Additionally, I would like this specialization not only work for constants found in code. I am thinking about a program compiled to LLVM IR (bytecode) could do the following:

  1. Running the programm during an initialization phase in an interpreter, during that initialization phase the program could read some configuration from a file. After the initialization the interpreter is stopped.

  2. Some variables (including member variables) are fixed from that point on. Extract these variables (e.g. marked by attribute during compilation).

  3. Create specialized functions and classes. Clone these into the bytecode.

  4. Run the JIT to create native machine code.

This is a lot I ask for and only few computation intensive programs would benifit from such a optimization. But some people must be working on that. I probably just don't know the right search terms to feed google.

Note: Please don't suggest template classes with non-type parameters or manual specialization, I already do that. I just would prefer the compiler doing the work for me.

Links:

[1] Presentation how to partial evaluate in LLVM

[2] Forum message about partial evaluation


This is largely in the arena of interprocedural optimizations. llvm has a few of them, in particular IP constant propagation which would only help if you used mypower(x, 3) at all of the call sites in a translation unit. What you describe is possible, but hasn't really been done yet. Improving the IPCP pass is what you'd want to look into doing - by having it clone and specialize a function at a particular call site. This could, if you have enough translation units, cause some pretty large code bloat though which is why people haven't really looked into doing it.
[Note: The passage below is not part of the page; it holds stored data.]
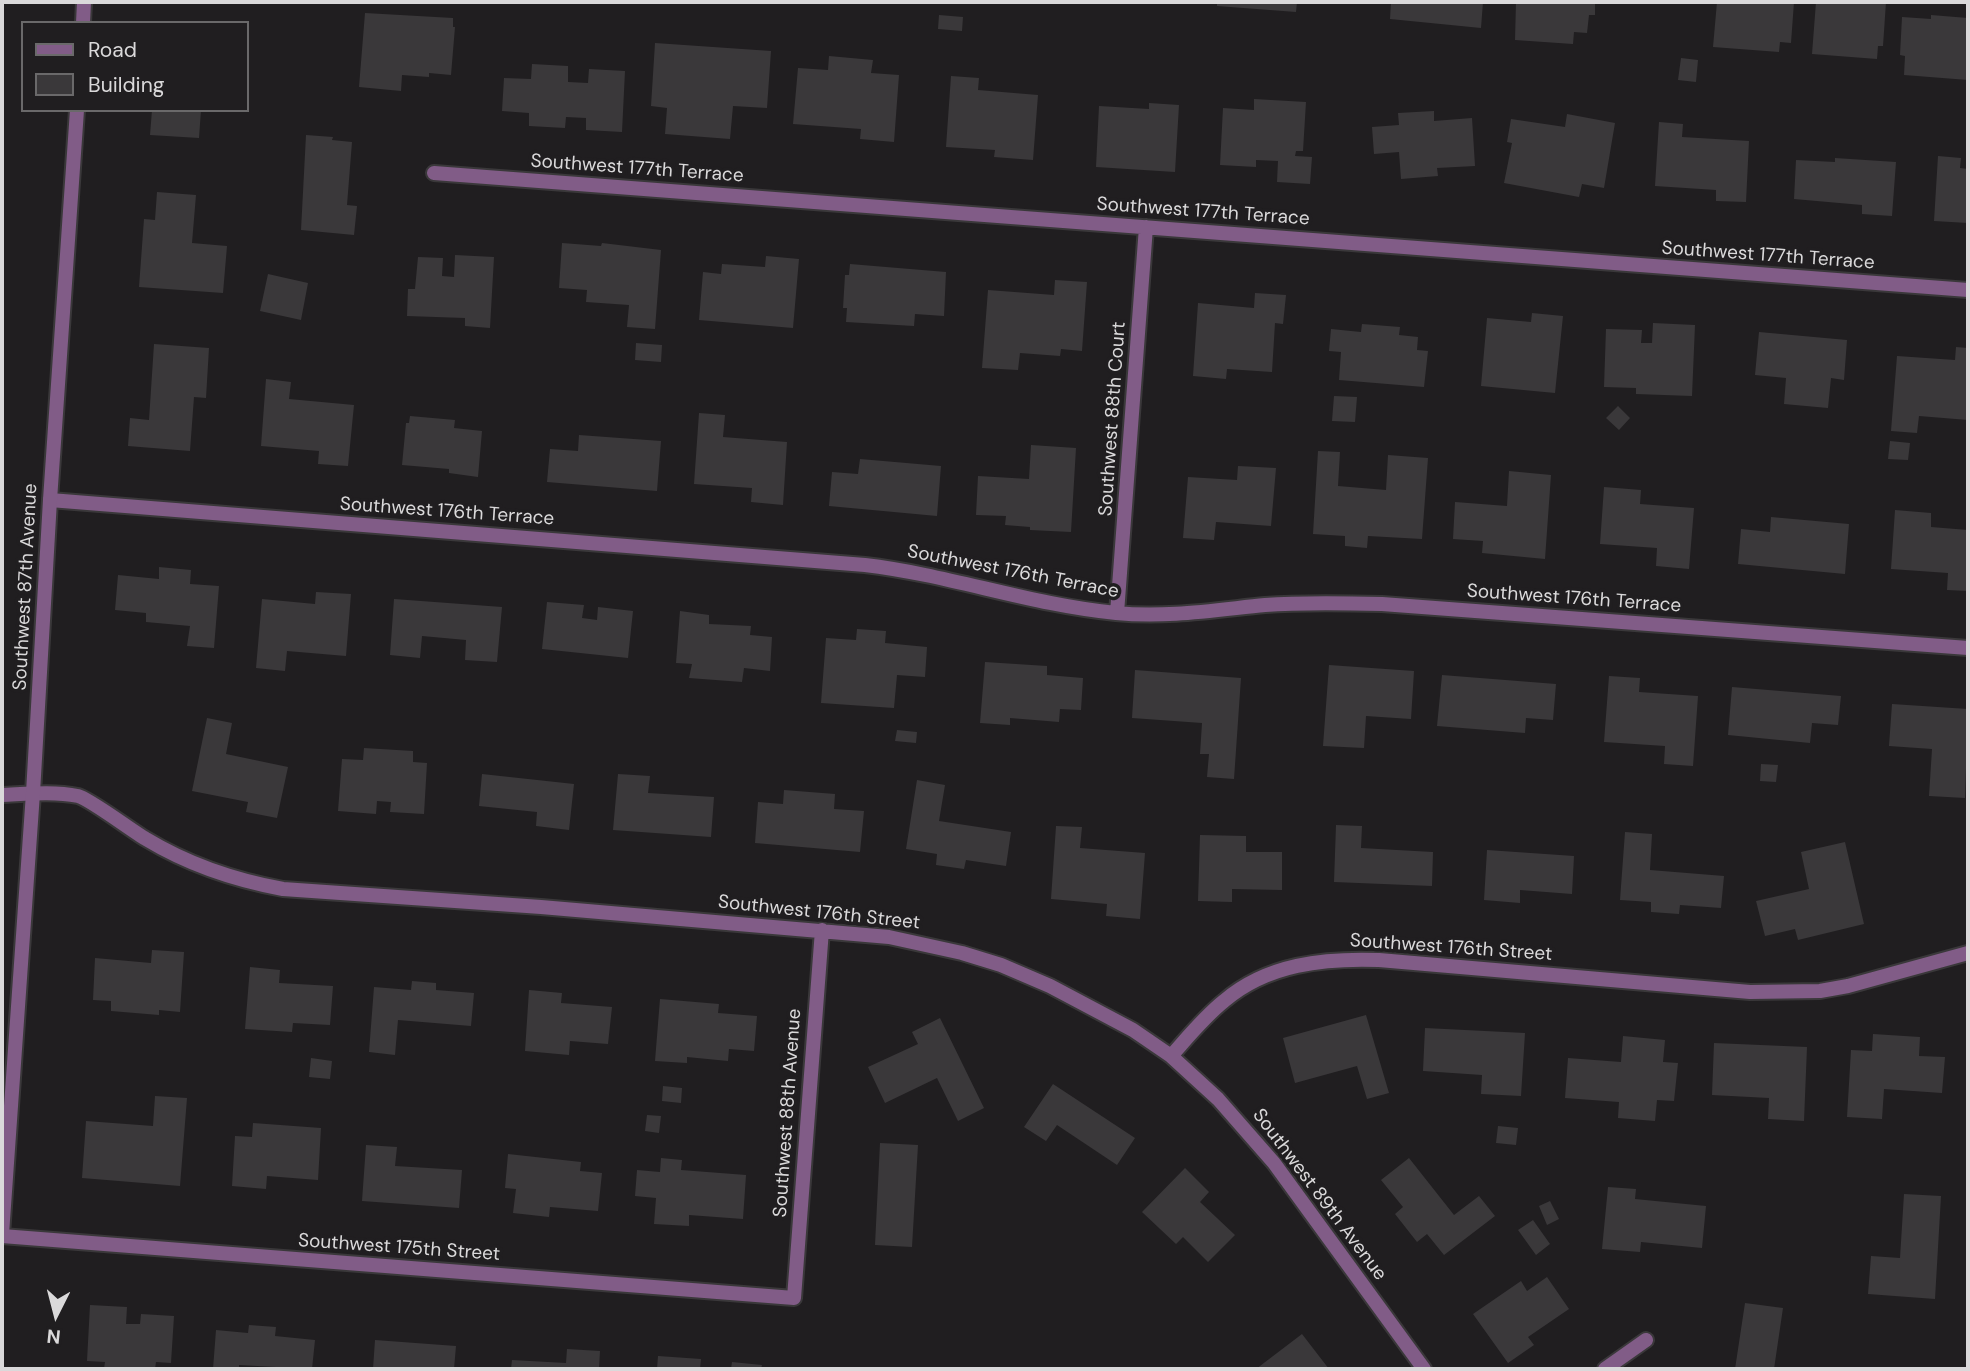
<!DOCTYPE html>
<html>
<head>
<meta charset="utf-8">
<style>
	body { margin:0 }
	#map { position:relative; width:1970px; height:1371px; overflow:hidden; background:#201e20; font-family:"DM Sans",sans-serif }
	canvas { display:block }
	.frame { position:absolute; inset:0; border:4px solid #dad9da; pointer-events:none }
	.legend { position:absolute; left:21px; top:21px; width:228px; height:91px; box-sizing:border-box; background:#201e20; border:2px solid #6a696a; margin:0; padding:9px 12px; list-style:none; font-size:21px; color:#dad9da }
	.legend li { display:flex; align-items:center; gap:14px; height:35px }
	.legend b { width:35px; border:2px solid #6a696a }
	.north { position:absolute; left:21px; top:1280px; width:70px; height:70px; -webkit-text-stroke:5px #201e20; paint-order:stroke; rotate:186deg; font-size:19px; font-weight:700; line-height:28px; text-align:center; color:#dad9da }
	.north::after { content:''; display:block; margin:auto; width:24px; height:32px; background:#dad9da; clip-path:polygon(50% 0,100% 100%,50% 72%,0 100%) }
</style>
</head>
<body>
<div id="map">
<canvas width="1970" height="1371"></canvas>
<div class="frame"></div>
<ul class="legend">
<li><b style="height:9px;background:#815c87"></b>Road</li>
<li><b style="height:19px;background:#3a383a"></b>Building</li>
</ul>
<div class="north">N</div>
</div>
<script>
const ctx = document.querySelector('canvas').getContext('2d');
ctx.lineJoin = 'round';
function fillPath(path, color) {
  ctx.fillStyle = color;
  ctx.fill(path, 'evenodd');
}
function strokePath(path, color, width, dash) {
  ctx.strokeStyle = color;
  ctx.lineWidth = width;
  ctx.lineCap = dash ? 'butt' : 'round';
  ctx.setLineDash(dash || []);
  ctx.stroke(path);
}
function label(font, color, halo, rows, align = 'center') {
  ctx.font = font + ' "DM Sans",sans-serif';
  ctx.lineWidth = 7;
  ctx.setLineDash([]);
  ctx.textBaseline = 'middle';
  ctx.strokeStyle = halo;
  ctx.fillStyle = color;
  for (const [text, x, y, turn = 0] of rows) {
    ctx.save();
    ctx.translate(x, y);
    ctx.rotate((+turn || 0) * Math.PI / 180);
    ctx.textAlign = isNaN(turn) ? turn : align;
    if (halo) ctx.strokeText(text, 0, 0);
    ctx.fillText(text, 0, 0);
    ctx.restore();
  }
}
fillPath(new Path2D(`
	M1217,2H1297L1296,12L1217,6Z
	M1391,2H1483L1481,28L1390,19Z
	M1516,2H1595V15H1589L1587,33L1574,32L1573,44L1515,40Z
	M1717,2H1794L1791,43L1780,42L1779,52L1713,47Z
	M1816,2L1846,4V2H1886L1883,46H1878L1877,59L1812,54Z
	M365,13L453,18V27H455L451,75L429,73V77L402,75L401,91L359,87Z
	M939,15L963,17L962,31L938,29Z
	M1931,15L1968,18V80L1904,75L1905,56L1900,55L1902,17L1931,19Z
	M655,43L771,51L767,108L733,106L730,139L665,134L667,108L651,106Z
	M829,56L873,60L871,73L899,75L894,142L860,139L861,129L793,124L798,68L828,70Z
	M1681,58L1698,60L1696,82L1678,80Z
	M532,64L568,66V82L588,83L589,69L625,71L622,132L586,130V118L566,117L565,128L529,126V113L502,111L504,78L531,79Z
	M951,76L979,78L978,90L1038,95L1033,160L994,157L995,150L946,147Z
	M1254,99L1306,102L1303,151H1296L1295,156L1312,157L1310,184L1277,182L1278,161L1256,160V167L1220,165L1223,108L1254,110Z
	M1149,103L1179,105L1175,172L1096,167L1099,106L1149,109Z
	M152,110H201L199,138L150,135Z
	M1434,111V121L1472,118L1475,166L1437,168L1438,176L1401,179L1399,152L1374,154L1372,127L1399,125L1398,113Z
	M1567,114L1615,123L1604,188L1582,184L1579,197L1504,183L1512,143L1507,142L1511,119L1565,127Z
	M1659,122L1683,124L1682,137L1749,141L1746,202L1716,201V190L1655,186Z
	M306,135L333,137L332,140L352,142L347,205L357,206L354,235L301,230Z
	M1938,156L1961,158L1960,168L1968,169V223L1934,221Z
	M1835,158L1896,162L1892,216L1862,214V205L1794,199L1796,160L1835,162Z
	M157,192L196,195L192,243L227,246L223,293L139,287L144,219L155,220Z
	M562,243L601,246L602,243L661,250L655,329L627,327L629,305L586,302L587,290L559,288Z
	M455,255L494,257L490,328L465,326V318L407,316L408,289H415L418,257L443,258L442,276L454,277Z
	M766,256L799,259L793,328L699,320L703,272L721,274L722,264L765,267Z
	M850,264L946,272L944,316L915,314L914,326L846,322L847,308H843L845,275H849Z
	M268,274L308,283L301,320L260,311Z
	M1055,280L1087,282L1082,351L1061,349L1060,356L1020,353L1018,370L982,368L988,290L1054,295Z
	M1255,293L1286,295L1283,324L1275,323L1272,372L1227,369L1226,379L1193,376L1198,303L1254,308Z
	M1532,313L1563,316L1555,393L1481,386L1487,318L1531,322Z
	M1653,323L1695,325L1692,396L1636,394V388L1604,387L1606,329L1642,330L1641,343H1652Z
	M1362,324L1400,327L1399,335L1418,337L1417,350L1428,351L1424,387L1339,380L1341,352L1329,351L1331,329L1361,332Z
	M1759,332L1847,340L1844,380L1831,378L1828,408L1784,404L1786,378L1755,375Z
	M636,343L662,345L661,362L635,360Z
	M154,344L209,348L206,398L194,397L190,451L128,446L130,418L149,420Z
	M1956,347L1968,348V420L1919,416L1917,433L1891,431L1897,356L1955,360Z
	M266,379L291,382L289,399L354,405L348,466L318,464L319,451L261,446Z
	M1334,396L1357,397L1355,422L1332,421Z
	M1618,406L1630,418L1619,430L1606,418Z
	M699,413L725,415L723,437L787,442L783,505L751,502L752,488L694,484Z
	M410,416L455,420L454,428L482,431L478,477L449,473V469L402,465L406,423H409Z
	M579,435L661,441L657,491L547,482L550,449L578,451Z
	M1890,441L1910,443L1908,460L1888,459Z
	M1031,445L1076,448L1071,532L1030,530V527L1005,525L1006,516L976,515L978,476L1029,479Z
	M1318,451L1340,452L1338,486L1386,490L1388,455L1428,458L1422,539L1368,536L1367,548L1345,546V536L1313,534Z
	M860,459L941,466L937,516L829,506L832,472L858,474Z
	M1238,466L1276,468L1271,526L1216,522L1214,540L1183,538L1188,477L1237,480Z
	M1509,471L1551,475L1545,559L1482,553L1483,541L1453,539L1455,502L1507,506Z
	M1604,487L1641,490L1640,504L1694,508L1689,569L1656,566L1657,548L1600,544Z
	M1895,510L1931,513V527L1968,530V591L1947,590L1948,573L1891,569Z
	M1771,517L1849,524L1845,574L1738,564L1741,529L1770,532Z
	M159,567L191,570L190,584L219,586L214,648L187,646L190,626L146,622V613L115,610L118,575L159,579Z
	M316,592L351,594L346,656L287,651L285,671L256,668L262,599L315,604Z
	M394,599L502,607L497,662L465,660L466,640L422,636L420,658L390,655Z
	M547,602L584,605L582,618L597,620L598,607L633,611L628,658L542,649Z
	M680,611L709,615V624L751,626L750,635L772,637L770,671L744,668L742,682L689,678L692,664L676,663Z
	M857,629L886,631L885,643L927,647L925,677L897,675L894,708L821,703L826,638L856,640Z
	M985,662L1047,666V675L1083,678L1081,710L1060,709L1059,722L1010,718V725L980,723Z
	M1329,665L1414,671L1411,719L1366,716L1364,748L1323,746Z
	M1135,670L1241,678L1234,779L1207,777L1209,754H1200L1202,723L1132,718Z
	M1442,675L1556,684L1553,720L1526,718L1525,733L1437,726Z
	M1609,676L1640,678L1639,692L1698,696L1693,766L1664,764L1665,746L1604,742Z
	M1732,687L1841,696L1838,725L1812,723L1810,743L1728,735Z
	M1892,704L1968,709L1965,798L1929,796L1932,749L1889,746Z
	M207,718L232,723L226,754L288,767L277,818L246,812L248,802L192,791Z
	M897,730L917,732L916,743L895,741Z
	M364,748L413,751V762L427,763L424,814L390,812L391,802L377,801L376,814L338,811L342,759L363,760Z
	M1761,764L1778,765L1776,782L1760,781Z
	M482,774L574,784L569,830L536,826L537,812L479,806Z
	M618,774L650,776L648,793L714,797L711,837L613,830Z
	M917,780L945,785L939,821L1011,832L1006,866L966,860L964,869L936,865L937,854L906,849Z
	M784,790L835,794L834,809L864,811L860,852L755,843L758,802L783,804Z
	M1336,825L1362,826L1361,848L1433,852L1432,886L1334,882Z
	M1056,826L1082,827L1080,848L1145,853L1140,919L1106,916L1107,904L1051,899Z
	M1625,832L1652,834L1650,870L1724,876L1721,908L1680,905L1679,914L1651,912V902L1620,900Z
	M1200,835L1246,836V852H1282V890L1232,889V902L1198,901Z
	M1845,842L1864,924L1798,940L1795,929L1765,936L1756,901L1809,889L1801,852Z
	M1487,850L1574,856L1572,894L1520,890V903L1484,900Z
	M152,950L184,952L180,1012L159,1010V1015L111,1011V1001L93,1000L95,958L151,963Z
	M250,967L280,970L279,983L333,986L330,1025L293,1023L292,1032L245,1029Z
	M412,981L436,983V990L474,993L471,1026L398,1020L395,1055L369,1052L374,987L411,990Z
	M529,990L562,993L561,1003L612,1007L608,1044L570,1041L569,1055L525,1051Z
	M660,999L719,1004L718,1013L757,1016L754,1051L729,1049L728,1061L687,1057V1063L655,1061Z
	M1366,1015L1389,1093L1367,1099L1357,1066L1295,1083L1283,1038Z
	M940,1018L984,1108L958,1121L937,1078L885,1103L868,1067L918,1044L912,1032Z
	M1425,1028L1525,1033L1521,1096L1481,1094L1482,1075L1423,1071Z
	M1873,1034L1920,1037L1919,1056L1945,1057L1942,1093L1884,1089L1882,1119L1847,1117L1851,1050L1872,1051Z
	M1623,1036L1665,1040L1663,1062L1678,1063L1674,1101L1657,1100L1655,1121L1618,1118L1619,1102L1565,1098L1568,1058L1621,1062Z
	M1714,1043L1807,1047L1804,1121L1768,1119L1769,1098L1712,1095Z
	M311,1058L332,1061L330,1079L309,1077Z
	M1053,1084L1135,1138L1117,1165L1057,1125L1046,1141L1024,1127Z
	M663,1086L682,1088L681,1103L662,1101Z
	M155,1096L187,1098L180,1186L82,1178L86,1121L153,1126Z
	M647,1115L661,1116L659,1133L645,1131Z
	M253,1123L321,1128L318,1180L267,1176L266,1189L232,1186L235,1136L252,1137Z
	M1498,1126L1518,1128L1516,1145L1496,1143Z
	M880,1143L918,1145L912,1247L875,1245Z
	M366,1145L397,1147L395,1166L462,1170L459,1208L362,1201Z
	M508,1154L581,1162L580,1171L602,1173L598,1211L550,1207L549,1217L513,1213L516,1189L505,1188Z
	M661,1158L682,1160L681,1170L746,1175L743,1219L689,1215V1226L654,1224L656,1198L635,1196L637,1170L660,1172Z
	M1409,1158L1454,1215L1479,1196L1495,1216L1444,1255L1427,1234L1417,1242L1395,1214L1403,1207L1381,1180Z
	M1185,1168L1209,1192L1200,1202L1235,1235L1208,1262L1183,1237L1176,1244L1142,1212Z
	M1608,1187L1636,1189L1635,1199L1706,1206L1702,1248L1641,1242L1640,1252L1602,1249Z
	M1904,1194L1941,1196L1935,1299L1868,1294L1871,1256L1900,1258Z
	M1550,1201L1559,1219L1547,1225L1539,1206Z
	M1533,1220L1550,1244L1536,1255L1518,1230Z
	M1547,1277L1569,1309L1528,1337L1534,1345L1508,1363L1473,1314L1521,1281L1527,1291Z
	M1745,1303L1783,1308L1774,1369H1735Z
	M90,1305L127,1307L126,1324H140L141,1314L174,1316L171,1363L156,1362L155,1369H104L105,1362L87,1361Z
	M249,1325L276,1327L275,1336L315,1340L312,1369L239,1365V1369H213L216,1330L248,1333Z
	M1302,1334L1329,1369H1256Z
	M375,1340L456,1346L454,1369H373Z
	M567,1349L600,1351L599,1369H511L512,1360L566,1363Z
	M658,1356L701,1359L700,1369H657Z
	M732,1362L762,1365L761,1369H731Z`), '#3a383a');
const minor = new Path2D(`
	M434,173L1968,290
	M50,500L865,565C950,575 1031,605 1116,613C1166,618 1215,610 1265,605C1304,602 1343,603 1382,604L1968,648
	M1117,613L1146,227
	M2,795C26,794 53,791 78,796C90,799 132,831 146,839C189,865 234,880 283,889L541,907L889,937L962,953L1001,965L1050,986L1133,1030L1171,1056L1218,1099L1274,1163L1424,1369
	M1171,1056C1188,1037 1204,1017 1224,1001C1267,964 1324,958 1379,960L1750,992L1820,991L1848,986L1968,953
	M2,1236L794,1298L822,930
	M1605,1369L1646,1340`);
const tertiary = new Path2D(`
	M83,23L84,2
	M2,1234L33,793L50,500L77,110`);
strokePath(minor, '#3a383a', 18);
strokePath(tertiary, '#3a383a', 18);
strokePath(minor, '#815c87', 14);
strokePath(tertiary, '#815c87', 14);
label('19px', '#dad9da', '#201e20', [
	["Southwest 177th Terrace",637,169,4],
	["Southwest 177th Terrace",1203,212,4],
	["Southwest 177th Terrace",1768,256,4],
	["Southwest 88th Court",1113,419,-86],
	["Southwest 176th Terrace",447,512,4],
	["Southwest 176th Terrace",1013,572,11],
	["Southwest 87th Avenue",26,587,-87],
	["Southwest 176th Terrace",1574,599,4],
	["Southwest 176th Street",819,913,6],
	["Southwest 176th Street",1451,948,4],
	["Southwest 88th Avenue",788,1113,-86],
	["Southwest 89th Avenue",1319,1195,53],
	["Southwest 175th Street",399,1248,4]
]);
</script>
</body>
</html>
This would probably have some more use at the LTO level when you can look at all of the calls in a program.


You can do this using source-to-source transformations.

Our DMS Software Reengineering Toolkit could be used to implement this. DMS uses explicit language definitions to parse source code to ASTs, prettyprinting of ASTs back to source code, provides various kinds of symbol table, control/data flow capabilities, and provides transformation ability to enable one to build custom source-code transformers. DMS has many front ends for differenct languages including C and C++ with full preprocessors.

To accomplish your task with DMS, you'd use the C parser to parse all the code of your system (because you have to inspect all call sites for any partial specializations). You'd need to define a way to specify the partial evaluation you wish; one way, as you've suggested, is to write a function call with arguments bound-to constants, but you could generalize this to arguments bound-to arbitrary expressions. Such a specification can be parsed by DMS's pattern parser, which can process arbitrary lnaguage nonterminals, e.g., a function call :-} You need to park these specifications somewhere; perhaps as an additional external file, or as comments at or near the call sites in question.

With a parse of the partial-eval specification, you need to look up the function call name to determine the actual function of interest; it is somewhere in that stack of sources and the symbol table will make this easy to find. Given a call site with a specialization, the AST for the identified function can be replicated and arguments substituted; using probably only a small number of transformations but you have to watch out for capture of an argument by a lexical scope inside the function being specialized. Getting around that might require additional transformations. After gensymming a new name and shortened argument list for the specified function, you'd re-insert its AST near the original function definition site, modify the call site appropriately, and spit out the modified ASTs. Whether you wanted to add additional transforms to unroll loops for special cases, or whatever else interests you, is also practical.

DMS has been used carry out massive transformations on C and C++ code; this seems "technically" easy. There is the small matter of becoming familiar with a tool like DMS; there's a fair learning curve there.